Entre os poucos trechos liberados dos cerca de 400 desenhos estão o começo da vida em Itapira (cidade conhecida por ser berço do jogador Bellini, lenda da seleção brasileira), os primeiros ensaios com Renato em Brasília (a banda começou apenas com os dois, o cantor no contrabaixo, e passou por vários guitarristas até chegar a Dado) e alguns outros momentos. Dos dois catastróficos shows que acabaram em destruição, o de Brasília em 1988 e o do Jockey Club, no Rio, em 1990, apenas o primeiro está retratado.
Embora siga fazendo shows solo, em uma formação que inclui o filho JP Bonfá na guitarra (“Ele toca tudo!”, diz o pai, orgulhoso) e uma apresentação no Japão neste mês, Bonfá diz que não deve voltar aos shows com Dado, que celebraram os discos da Legião do começo, em 1985, até “V”, de 1991 (mais dois foram lançados com Renato Russo ainda vivo, “O descobrimento do Brasil”, de 1994, e “A tempestade ou o livro dos dias”, em 1996).
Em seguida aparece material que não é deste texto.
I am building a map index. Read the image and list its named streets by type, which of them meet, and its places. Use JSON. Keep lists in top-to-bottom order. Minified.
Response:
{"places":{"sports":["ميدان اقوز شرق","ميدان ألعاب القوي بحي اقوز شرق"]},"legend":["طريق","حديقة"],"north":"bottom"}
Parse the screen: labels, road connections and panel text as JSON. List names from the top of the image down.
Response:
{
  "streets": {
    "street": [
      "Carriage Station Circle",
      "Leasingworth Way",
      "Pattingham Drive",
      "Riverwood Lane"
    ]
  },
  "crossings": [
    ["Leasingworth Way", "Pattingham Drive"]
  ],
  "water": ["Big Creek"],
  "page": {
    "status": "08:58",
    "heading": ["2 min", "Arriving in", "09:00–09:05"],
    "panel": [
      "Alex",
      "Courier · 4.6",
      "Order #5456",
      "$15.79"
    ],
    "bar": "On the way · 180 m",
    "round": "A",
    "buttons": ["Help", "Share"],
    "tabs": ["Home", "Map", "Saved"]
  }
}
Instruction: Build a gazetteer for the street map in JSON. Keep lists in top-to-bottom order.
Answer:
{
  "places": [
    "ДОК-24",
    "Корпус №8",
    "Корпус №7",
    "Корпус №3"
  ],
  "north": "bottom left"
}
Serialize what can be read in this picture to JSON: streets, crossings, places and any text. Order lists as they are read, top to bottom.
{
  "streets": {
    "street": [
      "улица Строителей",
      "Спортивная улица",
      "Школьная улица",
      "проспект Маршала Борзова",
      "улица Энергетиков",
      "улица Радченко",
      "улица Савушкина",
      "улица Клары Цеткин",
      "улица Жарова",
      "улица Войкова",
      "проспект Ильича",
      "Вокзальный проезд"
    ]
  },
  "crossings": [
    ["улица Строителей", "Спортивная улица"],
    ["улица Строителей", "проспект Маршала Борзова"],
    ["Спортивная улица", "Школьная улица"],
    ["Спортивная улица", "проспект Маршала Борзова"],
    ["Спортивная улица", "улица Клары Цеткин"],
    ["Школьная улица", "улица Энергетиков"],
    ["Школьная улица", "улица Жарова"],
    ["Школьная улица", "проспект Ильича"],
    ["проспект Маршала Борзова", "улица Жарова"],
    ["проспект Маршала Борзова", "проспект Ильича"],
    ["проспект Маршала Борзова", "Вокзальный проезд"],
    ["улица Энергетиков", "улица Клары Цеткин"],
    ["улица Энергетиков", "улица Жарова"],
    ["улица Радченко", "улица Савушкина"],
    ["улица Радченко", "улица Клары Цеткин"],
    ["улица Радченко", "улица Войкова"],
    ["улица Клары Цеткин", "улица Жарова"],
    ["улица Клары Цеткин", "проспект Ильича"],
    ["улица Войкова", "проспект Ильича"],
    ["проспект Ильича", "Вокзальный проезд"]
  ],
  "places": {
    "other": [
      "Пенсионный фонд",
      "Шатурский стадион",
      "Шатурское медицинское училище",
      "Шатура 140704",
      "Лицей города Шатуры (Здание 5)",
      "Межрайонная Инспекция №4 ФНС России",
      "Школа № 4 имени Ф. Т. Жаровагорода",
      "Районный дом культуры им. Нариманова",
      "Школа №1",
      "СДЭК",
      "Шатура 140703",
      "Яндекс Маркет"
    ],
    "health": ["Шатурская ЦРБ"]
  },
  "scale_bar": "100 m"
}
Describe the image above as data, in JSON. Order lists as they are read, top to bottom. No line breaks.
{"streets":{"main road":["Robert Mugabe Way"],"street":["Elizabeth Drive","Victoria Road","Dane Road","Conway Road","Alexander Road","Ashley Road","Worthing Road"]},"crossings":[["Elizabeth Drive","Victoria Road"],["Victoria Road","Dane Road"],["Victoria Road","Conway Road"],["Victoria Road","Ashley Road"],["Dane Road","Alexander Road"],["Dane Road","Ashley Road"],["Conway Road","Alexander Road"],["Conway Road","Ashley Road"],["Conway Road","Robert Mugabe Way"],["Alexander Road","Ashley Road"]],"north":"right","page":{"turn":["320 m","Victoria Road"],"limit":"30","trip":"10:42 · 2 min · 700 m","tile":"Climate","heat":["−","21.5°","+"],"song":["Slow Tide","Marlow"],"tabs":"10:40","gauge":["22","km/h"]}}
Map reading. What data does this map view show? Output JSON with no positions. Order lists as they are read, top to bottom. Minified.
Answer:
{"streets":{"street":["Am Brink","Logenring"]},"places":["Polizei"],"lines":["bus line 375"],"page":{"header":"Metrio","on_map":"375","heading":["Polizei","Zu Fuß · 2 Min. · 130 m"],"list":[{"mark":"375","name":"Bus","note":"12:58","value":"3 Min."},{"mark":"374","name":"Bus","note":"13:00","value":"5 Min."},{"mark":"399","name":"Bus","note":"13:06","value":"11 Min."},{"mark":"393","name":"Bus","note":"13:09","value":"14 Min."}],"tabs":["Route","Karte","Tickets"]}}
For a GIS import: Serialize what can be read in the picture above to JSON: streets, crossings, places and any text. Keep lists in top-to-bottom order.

“Minha banda preferida de todos os tempos” (há aí um jogo de palavras do tempo cronológico com o musical) não se aprofunda na polêmica dos ex-integrantes da banda com Giuliano Manfredini, filho de Renato e dono da Legião Urbana Produções, que não permitiu o uso do nome por Dado e Bonfá (e proibiu o uso das músicas em uma série documental quase pronta, que tinha artistas diversos cantando as músicas da banda; tudo isso em nome de um documentário “oficial”, “Só o amor”, em produção há quatro anos e que ainda não foi lançado).
“Sempre me dei bem com a família do Renato”, diz Bonfá. “O pai dele me emprestava o carro quando eu tinha 18 anos para a gente ir ensaiar. Às vezes a gente tem que explicar o óbvio, é difícil. Mas acredito que tudo termina bem. Se não está bem, é porque não terminou.”
* “Too much time on my hands” (“Tempo demais nas minhas mãos”) é uma música da banda Styx, de 1981
Foto: Reprodução
(Com O Globo)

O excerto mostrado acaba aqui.